Re: gettimeofday non-monotonic on SMP 2.3.47

From: Andrea Arcangeli (andrea@suse.de)
Date: Thu Mar 02 2000 - 13:04:26 EST


On Thu, 2 Mar 2000, Boris Okun wrote:

>I don't quite understand the logic of lost_ticks in do_gettimeofday().

When the timer irq runs, it increases lost_ticks so that if the bh are
inibithed we take care of the additional ticks that passed after we
snapshotted the new TSC state during the timer irq.

>Andrea, could you explain it to me? I think this code really belongs to
>do_fast_gettimeoffset() for the following 2 reasons:
>1) When using do_slow_gettimeoffset() it's erroneus.

do_slow_gettimeoffset is never erroneus, but it's slower and less precise.
So on TSC capable hardware you really prefer to not use it but to use the
TSC at get-time time (instead of doing sloww I/O at each get-time call).

>2) You want to take lost_ticks into account in do_settimeofday() (when
>undoing do_gettimeoffset().

We just do that as far I can tell. See do_settimeofday() that calls
do_gettimeoffset().

>To solve my problem I made the following changes (thanks to Artur
>Skawina):
>1) Made tsc_quotient[NR_CPUS] a per processor value

So far the rule is been that on IA32 SMP machines the TSC goes at the same
speed on all CPUs. If that's not longer true not only do_gettimeoffset
will break. If the TSC runs at different speed userspace will break too.
Things like fftw uses the TSC for doing faster runtime benchmarking to
dynamically tune the algorithms.

And anyway that change is a noop for your problem (see below).

>2) Move calls to calibrate_tsc() to the same places where we call
>calibrate_delay

Since you said you have per-cpu tsc_quotient you could as well skip
calibrate_tsc, so this change meaningless w.r.t. gettimeofday.

>2) Made last_tsc[NR_CPUS] a full 64 bit, instead of just last_tsc_low.

That's useless since if the timer irq is not run for more than 10msec it's
a bug and you would lose time anyway if that would happen.

The CPU should run a 429ghz to overflow the low part of the tsc in 10msec
so we still have a few years before we need to use the high part ;).

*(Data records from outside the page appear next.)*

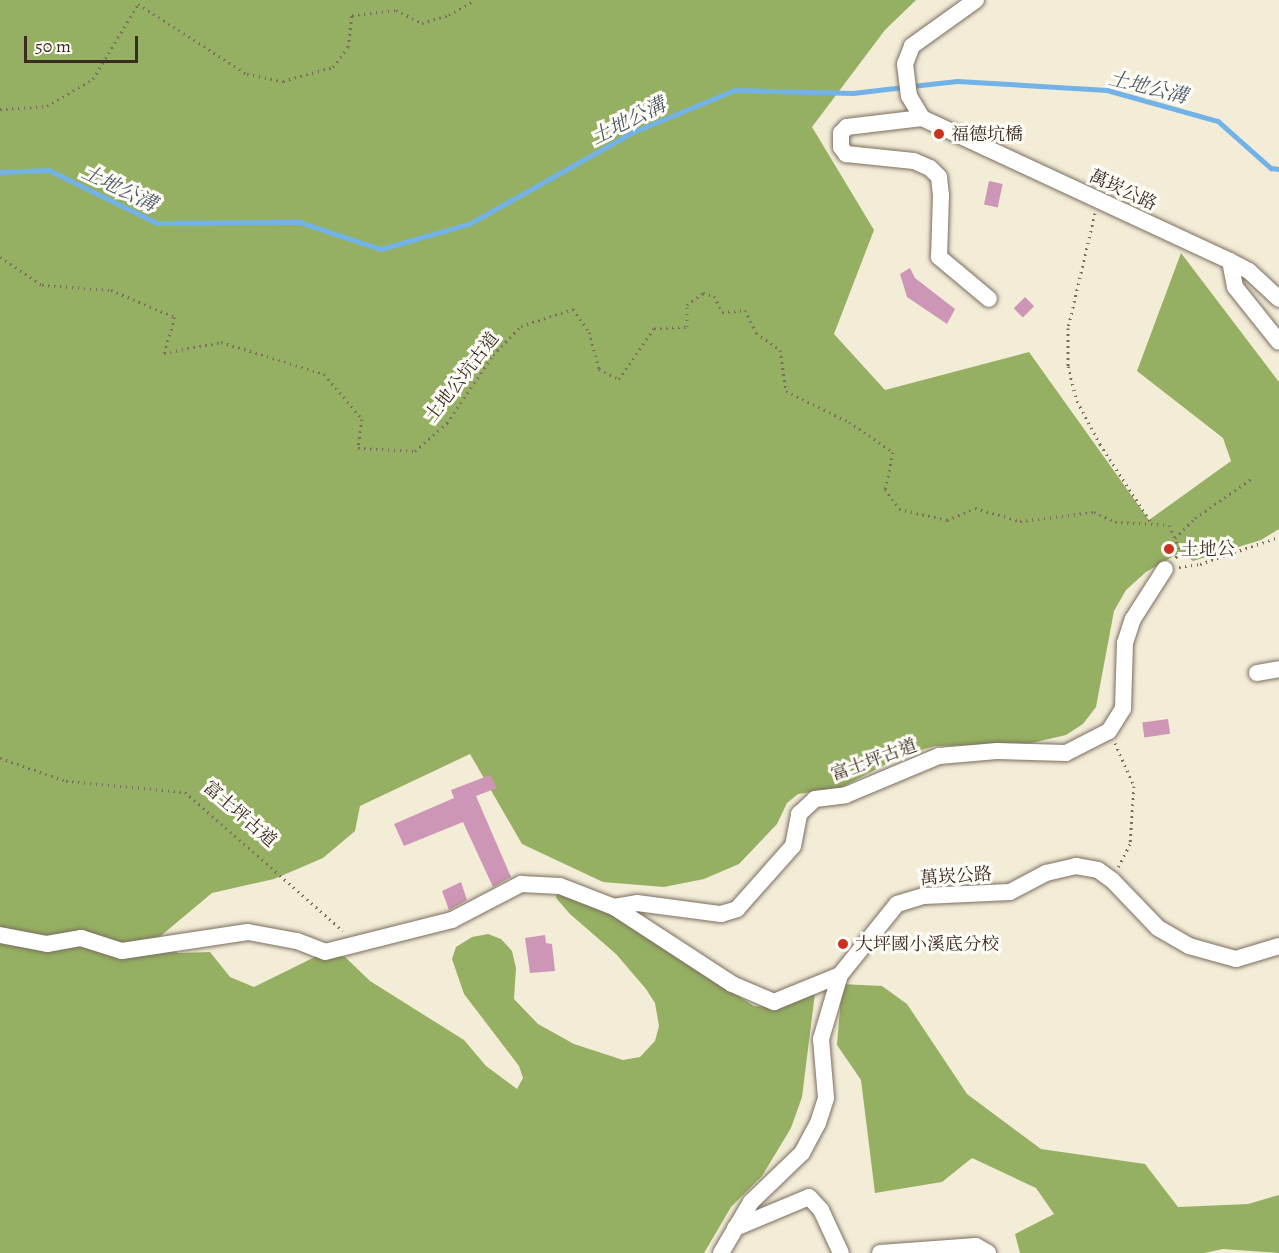 <!DOCTYPE html>
<meta charset="utf-8">
<style>
body{margin:0}
#map{position:relative;width:1279px;height:1253px;overflow:hidden;background:#f3edd8;font-family:Alegreya,"Noto Serif TC",serif}
div>[style]{position:absolute}
.forest>*{inset:0;background:#95b062}
.stream>*{height:4.5px;margin:-2.25px;padding:0 2.25px;transform-origin:2.25px;border-radius:2.25px;background:#73b2e6}
.building>*{inset:0;background:#ce96b6;transform-origin:0 0}
.path>*{height:3px;margin-top:-1.5px;transform-origin:0;background:repeating-linear-gradient(90deg,#7b6e5f 0 1.5px,transparent 0 6px)}
.roads{filter:drop-shadow(0 0 2px #7b6e5f) drop-shadow(0 0 2px #7b6e5f)}
.minor>*{height:16px;margin:-8px;padding:0 8px;transform-origin:8px;border-radius:8px;background:#fff}
.dots>*{width:16px;height:16px;translate:-50% -50%;box-sizing:border-box;border:3px solid #fdfcf7;border-radius:50%}
span{translate:-50% -50%;white-space:nowrap;text-align:center;line-height:1.15;-webkit-text-stroke:6px #fdfcf7;paint-order:stroke}
.poi-label{font-size:18px;color:#3b2a1e}
.left{translate:0 -50%;text-align:left}
.street-label{font-size:18px;color:#3b2a1e}
.water-label{font-size:20px;color:#4f5a64;font-style:italic}
.scale{position:absolute;left:24px;top:36px;width:114px;height:27px;box-sizing:border-box;border:3px solid #3b2a1e;border-top:0;padding-left:8px;font-size:18px;line-height:21px;white-space:nowrap;color:#3b2a1e;-webkit-text-stroke:4px #fdfcf7;paint-order:stroke}
</style>
<div id="map">
<div class="forest">
<i style="clip-path:polygon(0 0,916px 0,885px 30px,812px 127px,874px 230px,834px 334px,885px 390px,1029px 352px,1149px 520px,1231px 461px,1223px 438px,1137px 371px,1181px 253px,1279px 382px,1279px 529px,1261px 540px,1193px 561px,1181px 552px,1146px 572px,1126px 590px,1114px 611px,1096px 707px,1083px 724px,1066px 735px,1027px 744px,935px 746px,904px 755px,840px 788px,798px 794px,787px 803px,777px 824px,739px 864px,704px 879px,664px 887px,603px 882px,522px 844px,470px 754px,360px 806px,355px 831px,323px 858px,274px 879px,212px 893px,157px 939px,178px 953px,210px 952px,230px 977px,254px 987px,325px 952px,345px 957px,370px 981px,464px 1040px,486px 1066px,517px 1089px,523px 1078px,519px 1066px,464px 994px,452px 959px,456px 947px,472px 937px,488px 934px,501px 939px,512px 951px,516px 968px,514px 999px,538px 1024px,574px 1044px,623px 1060px,640px 1057px,655px 1041px,659px 1026px,655px 1003px,646px 989px,616px 954px,570px 914px,556px 898px,557px 893px,614px 916px,754px 1006px,780px 1008px,815px 993px,802px 1097px,791px 1128px,762px 1176px,731px 1207px,704px 1253px,0 1253px)"></i>
<i style="clip-path:polygon(842px 984px,882px 986px,907px 1004px,967px 1094px,1041px 1149px,1145px 1164px,1178px 1207px,1248px 1204px,1279px 1195px,1279px 1253px,1223px 1249px,1204px 1253px,1020px 1253px,1015px 1234px,1054px 1214px,1036px 1188px,972px 1158px,942px 1182px,875px 1193px,861px 1080px,837px 1045px)"></i>
</div>
<div class="stream">
<i style="left:912px;top:86px;width:45px;rotate:-6.3deg"></i>
<i style="left:957px;top:81px;width:150px;rotate:3.4deg"></i>
<i style="left:1107px;top:90px;width:115px;rotate:15.6deg"></i>
<i style="left:1218px;top:121px;width:71px;rotate:41.6deg"></i>
<i style="left:1271px;top:168px;width:8px;rotate:7deg"></i>
<i style="left:0;top:172px;width:49px;rotate:-2.3deg"></i>
<i style="left:49px;top:170px;width:120px;rotate:26.1deg"></i>
<i style="left:157px;top:223px;width:142px;rotate:-0.4deg"></i>
<i style="left:299px;top:222px;width:86px;rotate:18.2deg"></i>
<i style="left:381px;top:249px;width:91px;rotate:-15.9deg"></i>
<i style="left:469px;top:224px;width:186px;rotate:-29.3deg"></i>
<i style="left:631px;top:133px;width:113px;rotate:-22.5deg"></i>
<i style="left:735px;top:90px;width:118px;rotate:1.5deg"></i>
<i style="left:853px;top:93px;width:51px;rotate:-6.7deg"></i>
</div>
<div class="building">
<i style="left:989px;top:181px;width:14px;height:24px;rotate:12deg"></i>
<i style="clip-path:polygon(910px 268px,915px 278px,955px 309px,947px 324px,907px 297px,900px 274px)"></i>
<i style="left:1025px;top:297px;width:13px;height:16px;rotate:45deg"></i>
<i style="left:1168px;top:719px;width:15px;height:26px;rotate:82deg"></i>
<i style="clip-path:polygon(490px 775px,497px 788px,476px 796px,511px 877px,493px 887px,463px 822px,404px 846px,394px 824px,454px 798px,451px 790px)"></i>
<i style="clip-path:polygon(461px 882px,467px 900px,449px 910px,442px 891px)"></i>
<i style="clip-path:polygon(545px 935px,546px 943px,552px 944px,555px 971px,530px 973px,525px 938px)"></i>
</div>
<div class="path">
<i style="left:0;top:109px;width:47px;rotate:-3.7deg"></i>
<i style="left:47px;top:106px;width:53px;rotate:-30.4deg"></i>
<i style="left:93px;top:79px;width:87px;rotate:-59deg"></i>
<i style="left:138px;top:4px;width:130px;rotate:32.7deg"></i>
<i style="left:247px;top:74px;width:37px;rotate:11deg"></i>
<i style="left:283px;top:81px;width:52px;rotate:-15.6deg"></i>
<i style="left:333px;top:67px;width:25px;rotate:-53deg"></i>
<i style="left:348px;top:47px;width:32px;rotate:-83deg"></i>
<i style="left:352px;top:15px;width:44px;rotate:-6.5deg"></i>
<i style="left:396px;top:10px;width:29px;rotate:27deg"></i>
<i style="left:422px;top:23px;width:28px;rotate:-17deg"></i>
<i style="left:449px;top:15px;width:30px;rotate:-30deg"></i>
<i style="left:1095px;top:213px;width:118px;rotate:103.2deg"></i>
<i style="left:1068px;top:328px;width:38px;rotate:90deg"></i>
<i style="left:1068px;top:366px;width:36px;rotate:76deg"></i>
<i style="left:1077px;top:401px;width:49px;rotate:61.9deg"></i>
<i style="left:1100px;top:444px;width:95px;rotate:57deg"></i>
<i style="left:0;top:257px;width:50px;rotate:33.7deg"></i>
<i style="left:42px;top:285px;width:69px;rotate:4.1deg"></i>
<i style="left:111px;top:290px;width:69px;rotate:22.9deg"></i>
<i style="left:175px;top:317px;width:38px;rotate:107deg"></i>
<i style="left:164px;top:353px;width:58px;rotate:-10.9deg"></i>
<i style="left:221px;top:342px;width:108px;rotate:17.3deg"></i>
<i style="left:324px;top:374px;width:59px;rotate:49.8deg"></i>
<i style="left:362px;top:419px;width:29px;rotate:98deg"></i>
<i style="left:358px;top:448px;width:57px;rotate:3deg"></i>
<i style="left:415px;top:451px;width:43px;rotate:-41.2deg"></i>
<i style="left:447px;top:423px;width:82px;rotate:-55.9deg"></i>
<i style="left:493px;top:355px;width:40px;rotate:-46deg"></i>
<i style="left:521px;top:326px;width:55px;rotate:-18.1deg"></i>
<i style="left:573px;top:309px;width:28px;rotate:55deg"></i>
<i style="left:589px;top:332px;width:38px;rotate:75deg"></i>
<i style="left:599px;top:369px;width:22px;rotate:27deg"></i>
<i style="left:619px;top:379px;width:62px;rotate:-55.5deg"></i>
<i style="left:654px;top:328px;width:33px;rotate:-2deg"></i>
<i style="left:687px;top:327px;width:22px;rotate:-90deg"></i>
<i style="left:687px;top:305px;width:20px;rotate:-37deg"></i>
<i style="left:703px;top:293px;width:11px;rotate:15deg"></i>
<i style="left:714px;top:296px;width:18px;rotate:63deg"></i>
<i style="left:722px;top:312px;width:23px;rotate:-5deg"></i>
<i style="left:745px;top:310px;width:25px;rotate:64deg"></i>
<i style="left:756px;top:333px;width:29px;rotate:35deg"></i>
<i style="left:780px;top:350px;width:41px;rotate:81.7deg"></i>
<i style="left:786px;top:391px;width:70px;rotate:26.2deg"></i>
<i style="left:849px;top:422px;width:53px;rotate:34.3deg"></i>
<i style="left:893px;top:452px;width:38px;rotate:102deg"></i>
<i style="left:885px;top:489px;width:24px;rotate:55deg"></i>
<i style="left:899px;top:509px;width:49px;rotate:12.9deg"></i>
<i style="left:947px;top:520px;width:30px;rotate:-23deg"></i>
<i style="left:975px;top:508px;width:47px;rotate:16.1deg"></i>
<i style="left:1020px;top:521px;width:75px;rotate:-6.9deg"></i>
<i style="left:1094px;top:512px;width:23px;rotate:25deg"></i>
<i style="left:1115px;top:522px;width:54px;rotate:3.2deg"></i>
<i style="left:1169px;top:525px;width:30px;rotate:66deg"></i>
<i style="left:1181px;top:552px;width:10px;rotate:135deg"></i>
<i style="left:1175px;top:538px;width:28px;rotate:-45deg"></i>
<i style="left:1195px;top:518px;width:72px;rotate:-34.8deg"></i>
<i style="left:1179px;top:567px;width:21px;rotate:-8deg"></i>
<i style="left:1200px;top:564px;width:83px;rotate:-18.9deg"></i>
<i style="left:1115px;top:743px;width:47px;rotate:66.2deg"></i>
<i style="left:1134px;top:786px;width:58px;rotate:93.9deg"></i>
<i style="left:1130px;top:844px;width:27px;rotate:117deg"></i>
<i style="left:0;top:758px;width:70px;rotate:19.2deg"></i>
<i style="left:66px;top:781px;width:120px;rotate:5.3deg"></i>
<i style="left:185px;top:792px;width:210px;rotate:41.3deg"></i>
</div>
<div class="roads">
<div class="minor">
<i style="left:976px;top:0;width:79px;rotate:144.3deg"></i>
<i style="left:912px;top:46px;width:19px;rotate:111deg"></i>
<i style="left:905px;top:64px;width:32px;rotate:83deg"></i>
<i style="left:909px;top:96px;width:26px;rotate:59deg"></i>
<i style="left:922px;top:118px;width:340px;rotate:24.9deg"></i>
<i style="left:1230px;top:261px;width:26px;rotate:79deg"></i>
<i style="left:1235px;top:287px;width:70px;rotate:51.3deg"></i>
<i style="left:922px;top:118px;width:76px;rotate:173.2deg"></i>
<i style="left:847px;top:127px;width:8px;rotate:135deg"></i>
<i style="left:841px;top:133px;width:14px;rotate:90deg"></i>
<i style="left:841px;top:147px;width:9px;rotate:54deg"></i>
<i style="left:846px;top:154px;width:68px;rotate:5.9deg"></i>
<i style="left:914px;top:161px;width:17px;rotate:24deg"></i>
<i style="left:930px;top:168px;width:13px;rotate:45deg"></i>
<i style="left:939px;top:177px;width:18px;rotate:84deg"></i>
<i style="left:941px;top:195px;width:62px;rotate:91.8deg"></i>
<i style="left:939px;top:257px;width:65px;rotate:40deg"></i>
<i style="left:1230px;top:261px;width:21px;rotate:28deg"></i>
<i style="left:1249px;top:271px;width:41px;rotate:43deg"></i>
<i style="left:1257px;top:673px;width:22px;rotate:-10deg"></i>
<i style="left:614px;top:907px;width:23px;rotate:-10deg"></i>
<i style="left:637px;top:903px;width:85px;rotate:7.5deg"></i>
<i style="left:721px;top:914px;width:17px;rotate:-17deg"></i>
<i style="left:737px;top:909px;width:84px;rotate:-48.4deg"></i>
<i style="left:793px;top:846px;width:33px;rotate:-79deg"></i>
<i style="left:799px;top:814px;width:22px;rotate:-43deg"></i>
<i style="left:815px;top:799px;width:31px;rotate:-7deg"></i>
<i style="left:846px;top:795px;width:101px;rotate:-22.8deg"></i>
<i style="left:939px;top:756px;width:58px;rotate:-4.9deg"></i>
<i style="left:997px;top:751px;width:69px;rotate:1.7deg"></i>
<i style="left:1066px;top:753px;width:48px;rotate:-27.1deg"></i>
<i style="left:1109px;top:731px;width:26px;rotate:-58deg"></i>
<i style="left:1123px;top:709px;width:66px;rotate:-88.3deg"></i>
<i style="left:1125px;top:643px;width:25px;rotate:-72deg"></i>
<i style="left:1133px;top:619px;width:59px;rotate:-57.4deg"></i>
<i style="left:0;top:935px;width:48px;rotate:10.8deg"></i>
<i style="left:47px;top:944px;width:35px;rotate:-10deg"></i>
<i style="left:81px;top:938px;width:43px;rotate:17.6deg"></i>
<i style="left:122px;top:951px;width:127px;rotate:-8.6deg"></i>
<i style="left:248px;top:932px;width:50px;rotate:10.4deg"></i>
<i style="left:297px;top:941px;width:30px;rotate:21deg"></i>
<i style="left:325px;top:952px;width:131px;rotate:-14.1deg"></i>
<i style="left:452px;top:920px;width:78px;rotate:-27.6deg"></i>
<i style="left:521px;top:884px;width:39px;rotate:3deg"></i>
<i style="left:560px;top:886px;width:58px;rotate:21.3deg"></i>
<i style="left:614px;top:907px;width:141px;rotate:33.1deg"></i>
<i style="left:732px;top:984px;width:46px;rotate:23.2deg"></i>
<i style="left:774px;top:1002px;width:71px;rotate:-22.2deg"></i>
<i style="left:735px;top:1228px;width:80px;rotate:-22.7deg"></i>
<i style="left:809px;top:1197px;width:18px;rotate:47deg"></i>
<i style="left:821px;top:1210px;width:47px;rotate:65.1deg"></i>
<i style="left:721px;top:1253px;width:59px;rotate:-59.5deg"></i>
<i style="left:751px;top:1202px;width:71px;rotate:-43.9deg"></i>
<i style="left:802px;top:1153px;width:34px;rotate:-62deg"></i>
<i style="left:818px;top:1123px;width:26px;rotate:-72deg"></i>
<i style="left:826px;top:1098px;width:59px;rotate:-94.8deg"></i>
<i style="left:821px;top:1039px;width:67px;rotate:-73.5deg"></i>
<i style="left:840px;top:975px;width:91px;rotate:-51.2deg"></i>
<i style="left:897px;top:904px;width:28px;rotate:-17deg"></i>
<i style="left:924px;top:896px;width:86px;rotate:-2.7deg"></i>
<i style="left:1010px;top:892px;width:41px;rotate:-27.8deg"></i>
<i style="left:1046px;top:873px;width:31px;rotate:-13deg"></i>
<i style="left:1076px;top:866px;width:22px;rotate:10deg"></i>
<i style="left:1098px;top:870px;width:17px;rotate:36deg"></i>
<i style="left:1112px;top:880px;width:66px;rotate:46.2deg"></i>
<i style="left:1158px;top:928px;width:36px;rotate:30deg"></i>
<i style="left:1189px;top:946px;width:49px;rotate:15.5deg"></i>
<i style="left:1236px;top:959px;width:45px;rotate:-16.8deg"></i>
<i style="left:880px;top:1253px;width:96px;rotate:-4.2deg"></i>
<i style="left:976px;top:1246px;width:14px;rotate:30deg"></i>
</div>
</div>
<div class="dots">
<i style="left:939px;top:134px;background:#c8321e"></i>
<i style="left:1169px;top:549px;background:#c8321e"></i>
<i style="left:843px;top:944px;background:#c8321e"></i>
</div>
<div class="poi-label">
<span class="left" style="left:951px;top:134px">福德坑橋</span>
<span class="left" style="left:1181px;top:549px">土地公</span>
<span class="left" style="left:855px;top:944px">大坪國小溪底分校</span>
</div>
<div class="street-label">
<span style="left:1123px;top:190px;rotate:25deg">萬崁公路</span>
<span style="left:462px;top:377px;rotate:-52deg">土地公坑古道</span>
<span style="left:874px;top:760px;rotate:-20deg">富士坪古道</span>
<span style="left:240px;top:814px;rotate:41deg">富士坪古道</span>
<span style="left:956px;top:876px;rotate:-4deg">萬崁公路</span>
</div>
<div class="water-label">
<span style="left:1148px;top:87px;rotate:14deg">土地公溝</span>
<span style="left:628px;top:121px;rotate:-26deg">土地公溝</span>
<span style="left:119px;top:188px;rotate:26deg">土地公溝</span>
</div>
<div class="scale">50 m</div>
</div>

On a
mean 500mhz cpu it takes around 8 seconds to overflow the low tsc a
8seconds is more than enough for IA32 CPUs.

>3) Made delay_at_last_interrupt[NR_CPUS]

That seems wrong. delay_at_last_interrupt is a per-timer-chip thing and
there's _only_ one timer chip not one chip per CPU.

>4) Deleted lost_ticks code from do_gettimeofday. Use instead the full
>difference
>between current_tsc and last_tsc in do_fast_gettimeoffset(), not just
>LSB.

That's wrong. lost_ticks accounts the time that is going to be added to
xtime but that's not been yet added because of bh inibithed at timer irq
time. At irq time you overwritten last_tsc and with only last_tsc you
can't calculate lost_ticks. So you can get wrong result out of
gettimeofday this way (if the timer irq gets delayed a bit more).

>Now I have a perfectly monotone time and my interactive problems are
>gone -- perfectly usable SMP system with different processors (despite
>all naysayers ;-). If there is any interest I can post a patch.

I guess the fact you handle delay_at_last_interrupt[NR_CPUS] wrong, had
the side effect of hiding the probelm.

See my supposion in my other email:

On Mon, 28 Feb 2000, Andrea Arcangeli wrote:
>
>Date: Mon, 28 Feb 2000 02:32:09 +0100 (CET)
>From: Andrea Arcangeli <andrea@suse.de>
>To: Boris Okun <bokun@home.com>
>Cc: "linux-kernel@vger.rutgers.edu" <linux-kernel@vger.rutgers.edu>
>Subject: Re: gettimeofday non-monotonic on SMP 2.3.47
>
>On Sun, 27 Feb 2000, Boris Okun wrote:
>
>>in synchronize_tsc_bp because of 0 divide. My understanding is that this
>>happens since fast_gettimeoffset_quotient is 0 now. So I put
>>fast_gettimeoffset_quotient = calibrate_tsc();
>>
>>before #ifdef 0 in your patch.
>
>Correct.
>
>>If you have any suggestions, please let me know.
>
>Hmm maybe your timer chip is not reporting the time passed since the last
     ^^^^^^^^^^^^^^^^^^^^^^^^^^^^^^^^^^^^^^^^^^^^^^^^^^^^^^^^^^^^^^^^^^^^^
>timeout correctly.
 ^^^^^^^^^^^^^^^^^
>
>Andrea
>
>

We just verifyed with my early patch that the TSC is not the problem since
you wasn't using it at all and you was still getting erroneous values.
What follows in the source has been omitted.